Dekranasda terus fokus pada aktivitas dan kegiatan memantik pengembangan daya saing. Sehingga produk UMKM terus tampil dan lebih baik. Karena produk pelaku usaha dan pengrajin NTB seperti tenun, gerabah, aksesories mutiara cukup dikenal di mancanegara.

"Kita harus menjadi tuan rumah didaerah kita, tentunya dengan SDA dan SDM yang siap, termasuk produk UMKM kita," kata ketua TP.PKK NTB ini.

Berbagai pelatihan memanfaatkan teknologi IT juga akan dilakukan agar pengrajin dan pelaku UMKM memahami metode pemasaran produk dan hasil karyanya. Baik melalui NTB Mall yang disiapkan Pemrov dan media lainnya. Sehingga secara mandiri mampu memahami dan menjual produknya.

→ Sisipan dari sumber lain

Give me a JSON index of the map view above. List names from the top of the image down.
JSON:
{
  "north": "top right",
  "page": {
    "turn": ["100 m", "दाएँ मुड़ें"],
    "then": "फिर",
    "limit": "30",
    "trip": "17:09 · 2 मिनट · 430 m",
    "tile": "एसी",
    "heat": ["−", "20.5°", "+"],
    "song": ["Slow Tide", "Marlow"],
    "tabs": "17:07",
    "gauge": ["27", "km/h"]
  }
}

"Mereka secara rutin terus diberikan pelatihan agar terampil memanfaatkan media digital, agar mudah memasarkan produk usahanya," kata bunda Niken.

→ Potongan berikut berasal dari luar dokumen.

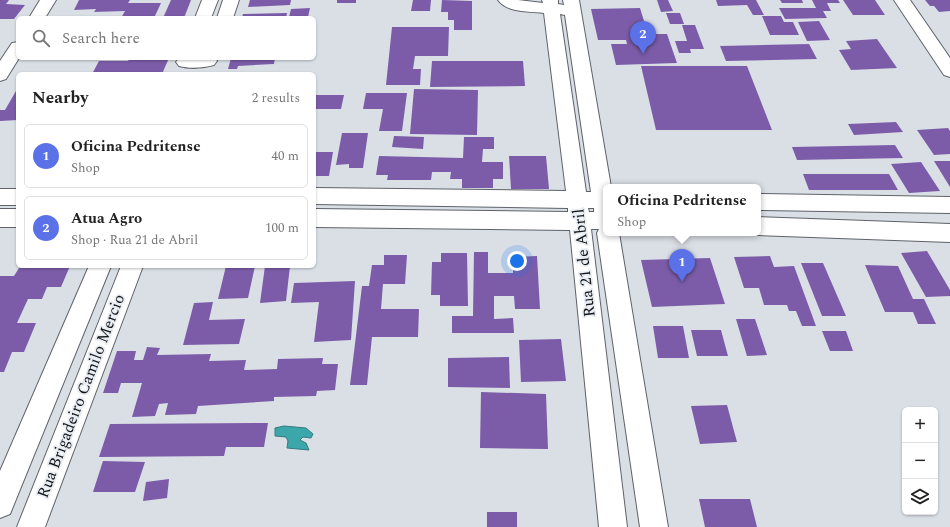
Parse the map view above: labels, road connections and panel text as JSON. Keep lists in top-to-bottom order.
{
  "streets": {
    "street": ["Rua 21 de Abril", "Rua Brigadeiro Camilo Mercio"]
  },
  "page": {
    "search": "Search here",
    "pins": ["2", "1"],
    "heading": ["Nearby", "2 results"],
    "list": [
      {
        "mark": "1",
        "name": "Oficina Pedritense",
        "note": "Shop",
        "value": "40 m"
      },
      {
        "mark": "2",
        "name": "Atua Agro",
        "note": "Shop · Rua 21 de Abril",
        "value": "100 m"
      }
    ],
    "popup": ["Oficina Pedritense", "Shop"],
    "map_buttons": ["+", "−"]
  }
}
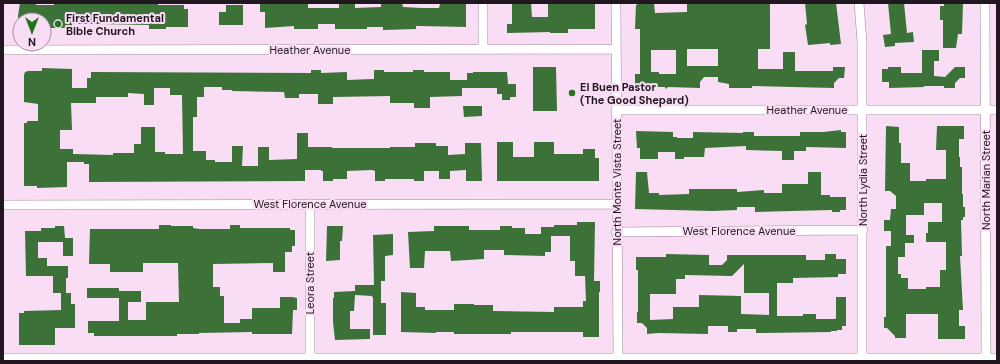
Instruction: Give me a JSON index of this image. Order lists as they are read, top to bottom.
{
  "streets": {
    "street": [
      "Heather Avenue",
      "North Lydia Street",
      "North Marian Street",
      "North Monte Vista Street",
      "West Florence Avenue",
      "Leora Street"
    ]
  },
  "crossings": [
    ["Heather Avenue", "North Lydia Street"],
    ["Heather Avenue", "North Marian Street"],
    ["Heather Avenue", "North Monte Vista Street"],
    ["North Lydia Street", "West Florence Avenue"],
    ["North Monte Vista Street", "West Florence Avenue"],
    ["West Florence Avenue", "Leora Street"]
  ],
  "places": ["First Fundamental Bible Church", "El Buen Pastor (The Good Shepard)"],
  "north": "bottom"
}
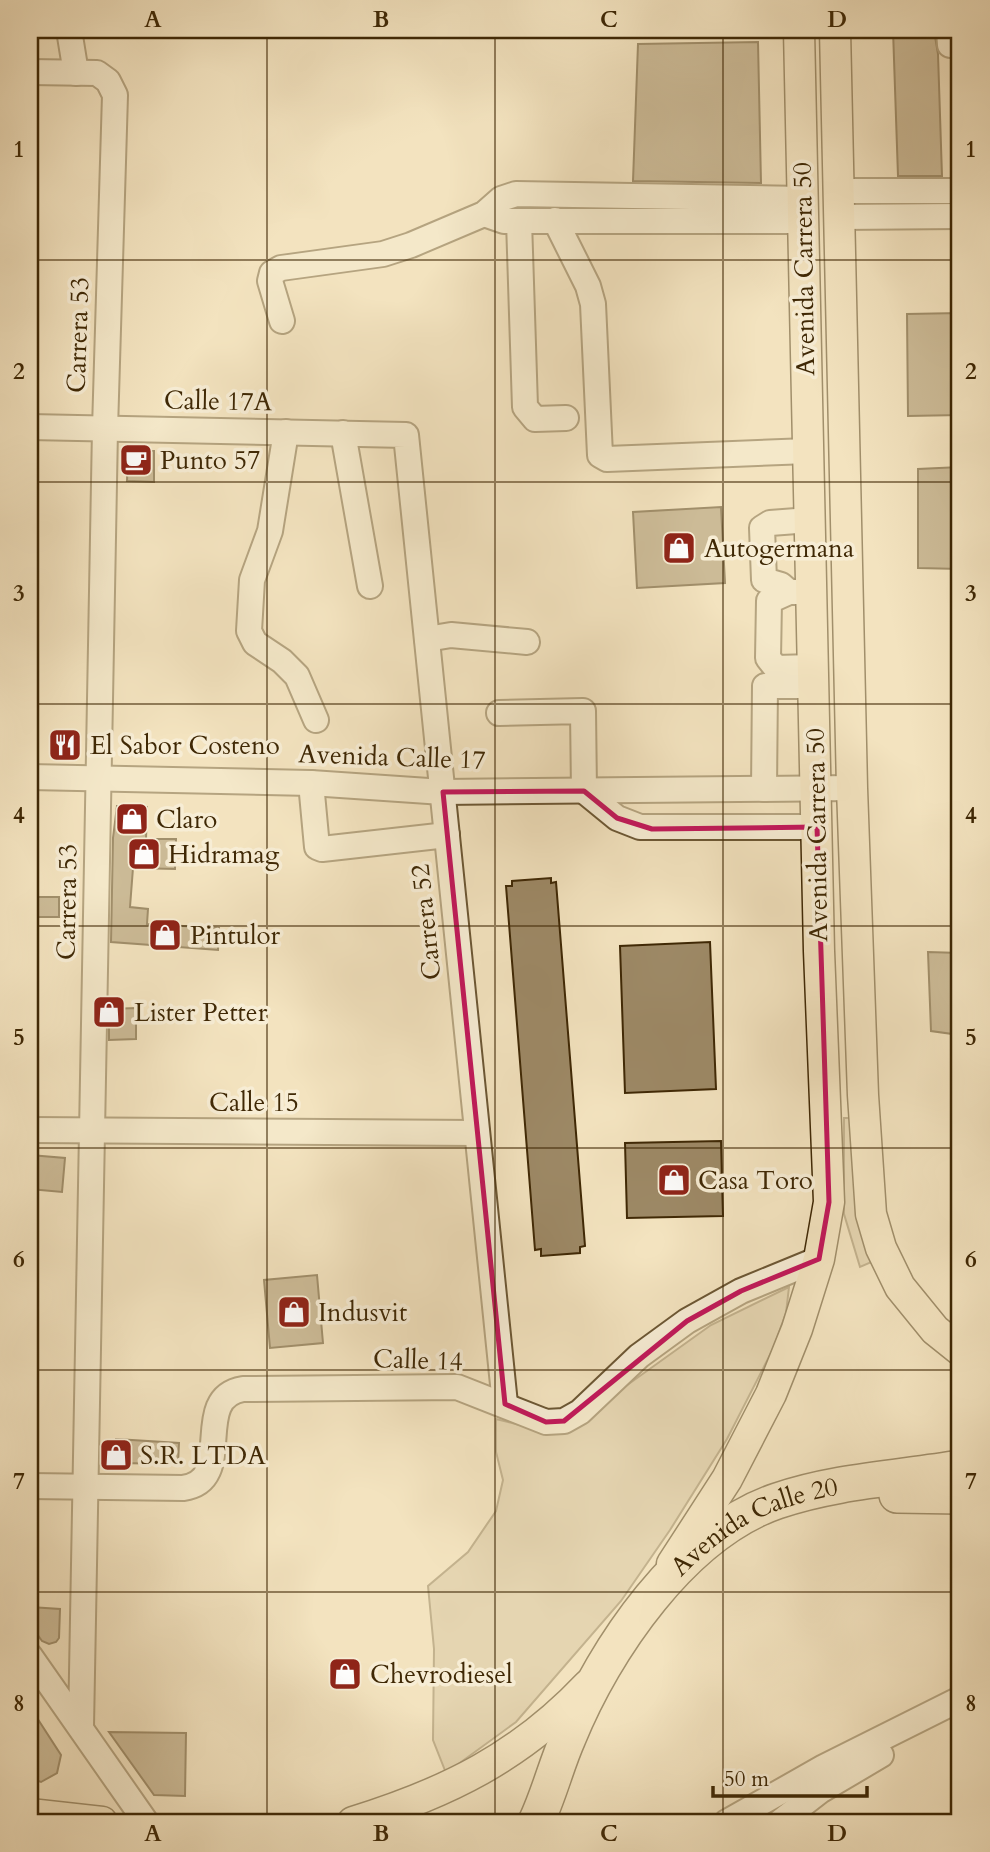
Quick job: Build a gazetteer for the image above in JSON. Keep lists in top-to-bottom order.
{
  "streets": {
    "highway": ["Avenida Calle 20"],
    "main road": ["Avenida Carrera 50"],
    "street": [
      "Carrera 53",
      "Calle 17A",
      "Avenida Calle 17",
      "Carrera 52",
      "Calle 15",
      "Calle 14"
    ]
  },
  "crossings": [
    ["Avenida Carrera 50", "Avenida Calle 17"],
    ["Avenida Carrera 50", "Calle 14"],
    ["Avenida Carrera 50", "Avenida Calle 20"],
    ["Carrera 53", "Calle 17A"],
    ["Carrera 53", "Avenida Calle 17"],
    ["Carrera 53", "Calle 15"],
    ["Carrera 53", "Calle 14"],
    ["Calle 17A", "Carrera 52"],
    ["Avenida Calle 17", "Carrera 52"],
    ["Carrera 52", "Calle 15"],
    ["Carrera 52", "Calle 14"]
  ],
  "places": {
    "cafe": ["Punto 57"],
    "shop": [
      "Autogermana",
      "Claro",
      "Hidramag",
      "Pintulor",
      "Lister Petter",
      "Casa Toro",
      "Indusvit",
      "S.R. LTDA",
      "Chevrodiesel"
    ],
    "restaurant": ["El Sabor Costeno"]
  },
  "scale_bar": "50 m",
  "grid": {
    "columns": [
      "A",
      "B",
      "C",
      "D"
    ],
    "rows": [
      "1",
      "2",
      "3",
      "4",
      "5",
      "6",
      "7",
      "8"
    ]
  }
}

Sementara Deputi Pemasaran Kemenparekraf RI Nia Niscaya, mengatakan untuk mensukseskan  perhelatan Internasional MotoGP 2021 dibutuhkan persiapan yang matang dari segala sektor. Baik sektor pariwisata, ekonomi kreatif dan lainnya. Kolabotasi dan sinergi seperi ITD , Assosiasi GP, Dekranasda maupun elemen lembaga lain harus diteruskan dan dibangun.

Menurutnya, persiapan yang utama mempromosikan Mandalika adalah harus membangun kepercayaan. Dengan penerapan protokol kesehatan baik oleh pelaku usaha dan destinasi wisata juga.

"Caranya, terapkan protokol kesehatan dengan baik dan harus memiliki sertifikasi,"Katanya.(RZ)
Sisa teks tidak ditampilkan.